Р.Г. Скрынников обращает внимание на роль боярской Думы, на помощь которой Димитрий в своем конфликте с дедом якобы рассчитывал. По мнению исследователя, напуганные репрессиями бояре не вмешались в конфликт. Правда, здесь же он отмечает, что после опалы Димитрия и его матери Иван не стал преследовать ее окружение, «избегая раздора с Думой»[426]. Но если Дума пассивно наблюдает за действиями Ивана, то отчего тому было опасаться раздора. Невмешательство Думы в конфликт – не следствие испуга, а проявление двойственного взгляда московской элиты того времени на власть, ее устройство и границы ее полномочий. В удельном княжестве существуют отношения между вотчинником и вассалом, в национальном государстве – между государем и его подданными. Если последнее – предмет публичного права, то первое – частное дело, опирающееся на традиции, договоренности и, в конце концов, личные отношения.
Члены боярского правительства могли сочувствовать тому или иному претенденту на статус наследника престола, но прекрасно понимали, что конечный выбор остается за великим князем, так как это его семейное дело. Они могли негативно относиться к тому, что Иван отнял у Димитрия и передал Василию титул властителя Новгородского и Псковского, их беспокоили политические последствия этого шага, но вряд ли они могли расценить действия Ивана как превышение полномочий и, очевидно, вполне разделяли его слова, обращенные к возмущенным псковичам: «Чи не волен яз в своем вноуке и оу своих детех? Ино кому хочю, тому дам княжество». В этом причина и нейтрально-благожелательная реакция боярства на расправы великого князя с братьями – удельными князьями.

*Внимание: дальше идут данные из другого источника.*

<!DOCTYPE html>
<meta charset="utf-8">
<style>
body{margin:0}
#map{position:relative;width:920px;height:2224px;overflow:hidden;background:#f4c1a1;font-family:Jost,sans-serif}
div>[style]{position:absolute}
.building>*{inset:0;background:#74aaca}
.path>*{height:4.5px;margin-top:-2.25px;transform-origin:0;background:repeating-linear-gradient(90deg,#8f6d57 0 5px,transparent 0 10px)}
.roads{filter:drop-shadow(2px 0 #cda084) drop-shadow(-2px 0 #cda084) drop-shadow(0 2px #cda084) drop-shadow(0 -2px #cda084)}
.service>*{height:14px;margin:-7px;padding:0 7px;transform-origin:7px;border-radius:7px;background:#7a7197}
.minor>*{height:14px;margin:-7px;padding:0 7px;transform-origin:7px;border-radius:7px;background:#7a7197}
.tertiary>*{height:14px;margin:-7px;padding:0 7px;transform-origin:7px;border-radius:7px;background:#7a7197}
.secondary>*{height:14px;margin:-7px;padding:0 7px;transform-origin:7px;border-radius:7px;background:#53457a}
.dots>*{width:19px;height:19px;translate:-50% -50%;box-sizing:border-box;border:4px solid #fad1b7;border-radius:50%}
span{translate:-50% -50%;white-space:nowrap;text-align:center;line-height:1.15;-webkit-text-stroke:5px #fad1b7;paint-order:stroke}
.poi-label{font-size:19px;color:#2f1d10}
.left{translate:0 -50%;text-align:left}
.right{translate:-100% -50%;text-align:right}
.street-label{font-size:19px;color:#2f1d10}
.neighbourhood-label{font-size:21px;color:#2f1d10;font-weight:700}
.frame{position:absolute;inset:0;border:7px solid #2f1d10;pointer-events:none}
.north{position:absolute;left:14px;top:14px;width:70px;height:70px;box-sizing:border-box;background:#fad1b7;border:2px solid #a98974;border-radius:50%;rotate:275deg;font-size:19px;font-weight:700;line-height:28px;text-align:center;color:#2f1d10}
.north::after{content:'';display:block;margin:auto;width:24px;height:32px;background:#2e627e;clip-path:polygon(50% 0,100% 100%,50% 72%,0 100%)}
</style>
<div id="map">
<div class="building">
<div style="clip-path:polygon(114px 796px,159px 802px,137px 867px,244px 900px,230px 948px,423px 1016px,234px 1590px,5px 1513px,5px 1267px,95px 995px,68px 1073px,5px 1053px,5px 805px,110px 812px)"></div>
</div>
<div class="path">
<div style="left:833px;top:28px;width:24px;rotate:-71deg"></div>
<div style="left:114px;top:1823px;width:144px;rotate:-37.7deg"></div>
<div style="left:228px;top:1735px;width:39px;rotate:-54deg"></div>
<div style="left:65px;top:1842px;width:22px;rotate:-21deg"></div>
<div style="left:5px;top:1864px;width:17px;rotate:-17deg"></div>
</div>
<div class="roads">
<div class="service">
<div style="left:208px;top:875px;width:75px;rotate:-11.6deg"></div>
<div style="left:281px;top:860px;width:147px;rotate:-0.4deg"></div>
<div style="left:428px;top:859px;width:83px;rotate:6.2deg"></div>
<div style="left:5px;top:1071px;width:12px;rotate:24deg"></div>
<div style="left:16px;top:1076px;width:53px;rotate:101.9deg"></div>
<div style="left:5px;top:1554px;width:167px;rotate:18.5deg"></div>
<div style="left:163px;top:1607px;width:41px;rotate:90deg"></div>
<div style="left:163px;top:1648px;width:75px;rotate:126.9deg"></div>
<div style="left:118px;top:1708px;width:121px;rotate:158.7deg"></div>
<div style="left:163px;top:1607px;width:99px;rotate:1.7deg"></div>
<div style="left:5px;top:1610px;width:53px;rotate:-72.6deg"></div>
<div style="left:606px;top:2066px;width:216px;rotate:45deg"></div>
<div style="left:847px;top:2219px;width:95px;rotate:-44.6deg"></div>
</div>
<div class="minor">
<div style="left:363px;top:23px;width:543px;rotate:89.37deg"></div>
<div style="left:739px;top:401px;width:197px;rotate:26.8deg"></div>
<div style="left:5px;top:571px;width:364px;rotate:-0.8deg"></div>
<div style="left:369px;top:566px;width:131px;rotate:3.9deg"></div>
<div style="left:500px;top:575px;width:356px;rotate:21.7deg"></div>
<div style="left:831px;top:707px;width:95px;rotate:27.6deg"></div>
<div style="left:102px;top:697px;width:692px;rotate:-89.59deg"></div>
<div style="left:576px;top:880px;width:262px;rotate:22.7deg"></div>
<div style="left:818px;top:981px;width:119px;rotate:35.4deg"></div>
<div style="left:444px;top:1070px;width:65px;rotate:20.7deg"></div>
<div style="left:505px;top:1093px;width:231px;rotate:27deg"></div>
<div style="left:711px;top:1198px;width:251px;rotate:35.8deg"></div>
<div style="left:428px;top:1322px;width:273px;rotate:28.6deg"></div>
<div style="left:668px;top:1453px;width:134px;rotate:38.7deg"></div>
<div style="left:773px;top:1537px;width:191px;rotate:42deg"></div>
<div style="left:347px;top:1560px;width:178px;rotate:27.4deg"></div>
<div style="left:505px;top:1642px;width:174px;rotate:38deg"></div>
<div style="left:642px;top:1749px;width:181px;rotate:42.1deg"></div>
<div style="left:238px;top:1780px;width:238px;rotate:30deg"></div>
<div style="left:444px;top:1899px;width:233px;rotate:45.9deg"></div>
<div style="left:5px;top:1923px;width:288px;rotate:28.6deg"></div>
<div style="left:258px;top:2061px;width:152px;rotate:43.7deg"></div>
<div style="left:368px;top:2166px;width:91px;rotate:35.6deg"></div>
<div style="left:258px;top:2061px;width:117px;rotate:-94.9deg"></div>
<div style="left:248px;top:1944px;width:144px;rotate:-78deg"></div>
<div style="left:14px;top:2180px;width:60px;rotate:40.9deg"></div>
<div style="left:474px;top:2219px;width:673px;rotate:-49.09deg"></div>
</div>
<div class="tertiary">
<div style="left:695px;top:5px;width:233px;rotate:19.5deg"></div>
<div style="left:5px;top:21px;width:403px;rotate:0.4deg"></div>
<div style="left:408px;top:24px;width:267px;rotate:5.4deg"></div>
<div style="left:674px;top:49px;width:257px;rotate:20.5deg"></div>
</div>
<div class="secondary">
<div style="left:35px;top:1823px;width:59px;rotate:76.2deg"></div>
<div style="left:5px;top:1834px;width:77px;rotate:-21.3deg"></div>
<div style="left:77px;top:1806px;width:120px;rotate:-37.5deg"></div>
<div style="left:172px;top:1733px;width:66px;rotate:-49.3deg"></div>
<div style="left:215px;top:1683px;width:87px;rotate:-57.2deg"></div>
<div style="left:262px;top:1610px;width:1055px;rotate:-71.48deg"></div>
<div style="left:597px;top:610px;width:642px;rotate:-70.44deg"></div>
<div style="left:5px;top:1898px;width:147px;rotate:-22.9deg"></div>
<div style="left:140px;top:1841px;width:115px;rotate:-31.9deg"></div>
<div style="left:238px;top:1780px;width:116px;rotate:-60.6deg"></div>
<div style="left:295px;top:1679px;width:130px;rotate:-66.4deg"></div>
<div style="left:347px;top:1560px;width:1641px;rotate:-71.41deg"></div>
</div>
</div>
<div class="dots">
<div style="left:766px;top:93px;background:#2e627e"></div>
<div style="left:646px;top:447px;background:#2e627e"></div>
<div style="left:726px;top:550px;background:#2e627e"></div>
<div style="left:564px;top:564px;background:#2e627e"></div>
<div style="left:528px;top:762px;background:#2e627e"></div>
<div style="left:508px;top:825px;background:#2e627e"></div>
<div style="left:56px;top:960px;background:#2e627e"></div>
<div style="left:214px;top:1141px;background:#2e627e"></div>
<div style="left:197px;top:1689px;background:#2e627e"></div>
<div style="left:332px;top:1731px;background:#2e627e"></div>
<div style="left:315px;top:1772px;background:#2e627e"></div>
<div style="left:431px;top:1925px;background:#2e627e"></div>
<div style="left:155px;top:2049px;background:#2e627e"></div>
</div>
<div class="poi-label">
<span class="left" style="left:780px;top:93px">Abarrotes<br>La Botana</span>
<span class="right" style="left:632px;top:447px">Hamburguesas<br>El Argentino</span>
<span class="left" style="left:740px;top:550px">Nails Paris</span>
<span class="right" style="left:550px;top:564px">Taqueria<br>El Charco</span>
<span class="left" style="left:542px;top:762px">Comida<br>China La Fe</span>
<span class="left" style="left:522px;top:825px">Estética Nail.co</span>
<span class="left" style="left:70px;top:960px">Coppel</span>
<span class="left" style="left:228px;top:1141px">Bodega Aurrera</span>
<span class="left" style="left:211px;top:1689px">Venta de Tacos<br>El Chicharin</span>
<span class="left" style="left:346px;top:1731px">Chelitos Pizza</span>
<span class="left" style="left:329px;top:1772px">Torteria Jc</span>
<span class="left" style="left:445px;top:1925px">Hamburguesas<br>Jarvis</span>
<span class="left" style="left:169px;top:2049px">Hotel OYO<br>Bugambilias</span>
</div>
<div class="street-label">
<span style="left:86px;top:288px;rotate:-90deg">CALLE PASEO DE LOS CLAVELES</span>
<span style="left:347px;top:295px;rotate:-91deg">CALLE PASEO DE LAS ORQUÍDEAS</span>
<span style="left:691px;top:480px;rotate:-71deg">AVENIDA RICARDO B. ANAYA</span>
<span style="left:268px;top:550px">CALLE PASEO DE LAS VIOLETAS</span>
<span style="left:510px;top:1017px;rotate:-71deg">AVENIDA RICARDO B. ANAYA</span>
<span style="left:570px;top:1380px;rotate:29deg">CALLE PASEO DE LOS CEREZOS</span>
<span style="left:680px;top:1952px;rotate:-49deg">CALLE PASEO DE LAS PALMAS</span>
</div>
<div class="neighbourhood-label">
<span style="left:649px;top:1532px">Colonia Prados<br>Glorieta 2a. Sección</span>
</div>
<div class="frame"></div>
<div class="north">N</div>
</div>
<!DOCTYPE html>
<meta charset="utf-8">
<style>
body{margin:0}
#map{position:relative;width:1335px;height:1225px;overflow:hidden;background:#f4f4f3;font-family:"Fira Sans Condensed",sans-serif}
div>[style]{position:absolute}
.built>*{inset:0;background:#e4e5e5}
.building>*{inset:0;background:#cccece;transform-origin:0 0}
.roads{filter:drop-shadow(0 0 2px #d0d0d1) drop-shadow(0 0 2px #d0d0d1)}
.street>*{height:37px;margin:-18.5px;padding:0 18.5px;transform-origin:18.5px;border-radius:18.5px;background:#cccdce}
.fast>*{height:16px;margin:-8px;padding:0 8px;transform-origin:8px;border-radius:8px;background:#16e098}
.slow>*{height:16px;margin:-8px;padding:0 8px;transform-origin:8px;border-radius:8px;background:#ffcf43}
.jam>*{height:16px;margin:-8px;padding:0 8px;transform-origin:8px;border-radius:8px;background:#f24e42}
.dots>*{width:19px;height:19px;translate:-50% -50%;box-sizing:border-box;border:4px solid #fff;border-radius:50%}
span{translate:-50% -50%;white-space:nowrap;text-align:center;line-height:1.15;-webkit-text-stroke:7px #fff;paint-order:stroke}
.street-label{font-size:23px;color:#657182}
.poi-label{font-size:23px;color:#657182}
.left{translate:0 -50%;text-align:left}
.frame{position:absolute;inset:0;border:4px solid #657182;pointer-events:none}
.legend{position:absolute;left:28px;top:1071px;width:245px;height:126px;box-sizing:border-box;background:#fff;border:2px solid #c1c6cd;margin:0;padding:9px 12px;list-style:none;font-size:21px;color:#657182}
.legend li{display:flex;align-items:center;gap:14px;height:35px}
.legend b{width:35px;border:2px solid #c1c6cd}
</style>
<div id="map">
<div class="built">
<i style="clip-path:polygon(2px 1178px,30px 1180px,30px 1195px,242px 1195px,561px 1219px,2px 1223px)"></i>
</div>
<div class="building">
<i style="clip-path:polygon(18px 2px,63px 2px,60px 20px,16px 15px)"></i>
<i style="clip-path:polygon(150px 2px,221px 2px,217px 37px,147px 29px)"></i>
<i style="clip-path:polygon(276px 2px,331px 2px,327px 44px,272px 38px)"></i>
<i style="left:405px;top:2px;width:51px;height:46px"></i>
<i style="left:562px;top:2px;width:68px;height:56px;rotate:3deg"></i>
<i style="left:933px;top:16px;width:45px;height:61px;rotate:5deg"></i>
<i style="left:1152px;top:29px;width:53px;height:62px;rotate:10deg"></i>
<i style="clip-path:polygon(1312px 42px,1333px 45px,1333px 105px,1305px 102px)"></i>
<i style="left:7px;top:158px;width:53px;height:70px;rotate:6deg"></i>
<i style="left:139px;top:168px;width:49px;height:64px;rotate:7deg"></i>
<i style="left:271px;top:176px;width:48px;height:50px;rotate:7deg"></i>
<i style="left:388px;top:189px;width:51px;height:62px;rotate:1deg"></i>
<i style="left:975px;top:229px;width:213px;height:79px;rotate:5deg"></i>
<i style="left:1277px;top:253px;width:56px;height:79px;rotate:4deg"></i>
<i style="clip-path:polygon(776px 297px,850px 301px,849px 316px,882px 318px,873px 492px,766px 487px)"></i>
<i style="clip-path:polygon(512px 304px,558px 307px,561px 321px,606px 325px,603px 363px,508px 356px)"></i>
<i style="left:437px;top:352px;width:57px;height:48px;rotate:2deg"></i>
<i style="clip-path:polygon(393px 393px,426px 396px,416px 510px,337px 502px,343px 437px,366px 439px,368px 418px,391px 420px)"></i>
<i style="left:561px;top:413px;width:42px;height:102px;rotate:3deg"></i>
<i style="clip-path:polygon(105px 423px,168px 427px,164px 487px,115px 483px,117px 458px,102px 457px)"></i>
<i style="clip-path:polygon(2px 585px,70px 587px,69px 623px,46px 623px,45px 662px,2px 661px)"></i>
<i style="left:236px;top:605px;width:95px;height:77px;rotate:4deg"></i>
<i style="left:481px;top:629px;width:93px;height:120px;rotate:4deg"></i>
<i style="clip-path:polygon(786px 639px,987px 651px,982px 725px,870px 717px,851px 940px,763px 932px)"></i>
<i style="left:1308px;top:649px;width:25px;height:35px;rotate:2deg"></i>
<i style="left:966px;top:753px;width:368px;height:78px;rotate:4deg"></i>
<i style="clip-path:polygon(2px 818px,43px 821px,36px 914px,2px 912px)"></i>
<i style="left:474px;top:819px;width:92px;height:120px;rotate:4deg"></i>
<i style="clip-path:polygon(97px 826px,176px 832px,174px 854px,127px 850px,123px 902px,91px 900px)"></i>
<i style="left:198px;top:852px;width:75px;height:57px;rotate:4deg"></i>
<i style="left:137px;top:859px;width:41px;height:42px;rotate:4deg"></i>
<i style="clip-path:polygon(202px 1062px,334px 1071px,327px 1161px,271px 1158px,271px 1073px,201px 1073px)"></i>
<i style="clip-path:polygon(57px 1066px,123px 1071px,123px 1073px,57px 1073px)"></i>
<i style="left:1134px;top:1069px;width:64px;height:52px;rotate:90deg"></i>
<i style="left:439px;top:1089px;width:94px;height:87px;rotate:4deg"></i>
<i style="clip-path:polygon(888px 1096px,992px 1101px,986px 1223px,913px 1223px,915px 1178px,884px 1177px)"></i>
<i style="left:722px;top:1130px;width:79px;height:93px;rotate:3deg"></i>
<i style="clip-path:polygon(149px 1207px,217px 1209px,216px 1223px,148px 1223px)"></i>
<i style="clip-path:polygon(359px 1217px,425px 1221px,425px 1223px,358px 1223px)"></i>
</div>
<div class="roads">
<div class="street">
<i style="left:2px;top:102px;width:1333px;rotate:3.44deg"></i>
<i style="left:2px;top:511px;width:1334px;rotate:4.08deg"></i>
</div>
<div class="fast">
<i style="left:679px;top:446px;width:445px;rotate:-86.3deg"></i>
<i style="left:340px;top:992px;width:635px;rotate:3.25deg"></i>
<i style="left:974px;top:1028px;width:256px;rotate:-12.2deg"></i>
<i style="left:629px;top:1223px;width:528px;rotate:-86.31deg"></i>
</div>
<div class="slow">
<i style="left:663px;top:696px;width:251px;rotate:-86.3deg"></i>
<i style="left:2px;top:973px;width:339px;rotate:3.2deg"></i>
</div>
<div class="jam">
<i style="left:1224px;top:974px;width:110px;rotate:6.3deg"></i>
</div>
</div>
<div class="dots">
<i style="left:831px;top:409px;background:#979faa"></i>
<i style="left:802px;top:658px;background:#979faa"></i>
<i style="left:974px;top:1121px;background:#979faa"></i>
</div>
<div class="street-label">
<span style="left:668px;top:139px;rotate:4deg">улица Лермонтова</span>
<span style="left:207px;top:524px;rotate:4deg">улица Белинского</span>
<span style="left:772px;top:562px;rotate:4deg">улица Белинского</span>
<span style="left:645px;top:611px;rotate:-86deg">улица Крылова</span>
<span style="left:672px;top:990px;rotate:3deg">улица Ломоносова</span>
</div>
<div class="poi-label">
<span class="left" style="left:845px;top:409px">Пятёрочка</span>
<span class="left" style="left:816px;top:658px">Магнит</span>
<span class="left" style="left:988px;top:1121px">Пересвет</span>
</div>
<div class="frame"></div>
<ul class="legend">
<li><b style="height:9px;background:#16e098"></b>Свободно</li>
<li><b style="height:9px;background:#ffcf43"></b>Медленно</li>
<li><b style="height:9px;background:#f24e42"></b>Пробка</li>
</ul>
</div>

Другое дело – казнь Ряполовского и удаление Патрикеевых. Речь идет не о вассалах, не о родственниках, а о сотрудниках государя. Здесь, как мы уже говорили, великий князь нарушил и прерогативы Думы, и нормы Судебника. Скорее всего, кровавые события зимы 1499 года развивались так стремительно, что Дума попросту не успела отреагировать на вспышку государевой ярости. Однако тот факт, что за опалой Димитрия и Елены не последовали аналогичные меры в отношении ее многочисленных сторонников при дворе, свидетельствует о том, что, великий князь был «волен» только в своей семье, а прочее оставалось вне досягаемости его личного произвола. Возможно, в данном случае для князя, которому все труднее было удерживать рычаги власти в своих слабеющих руках, позиция Думы служила удобным поводом для сдерживания мстительных замыслов все более усиливающейся партии Софьи-Василия.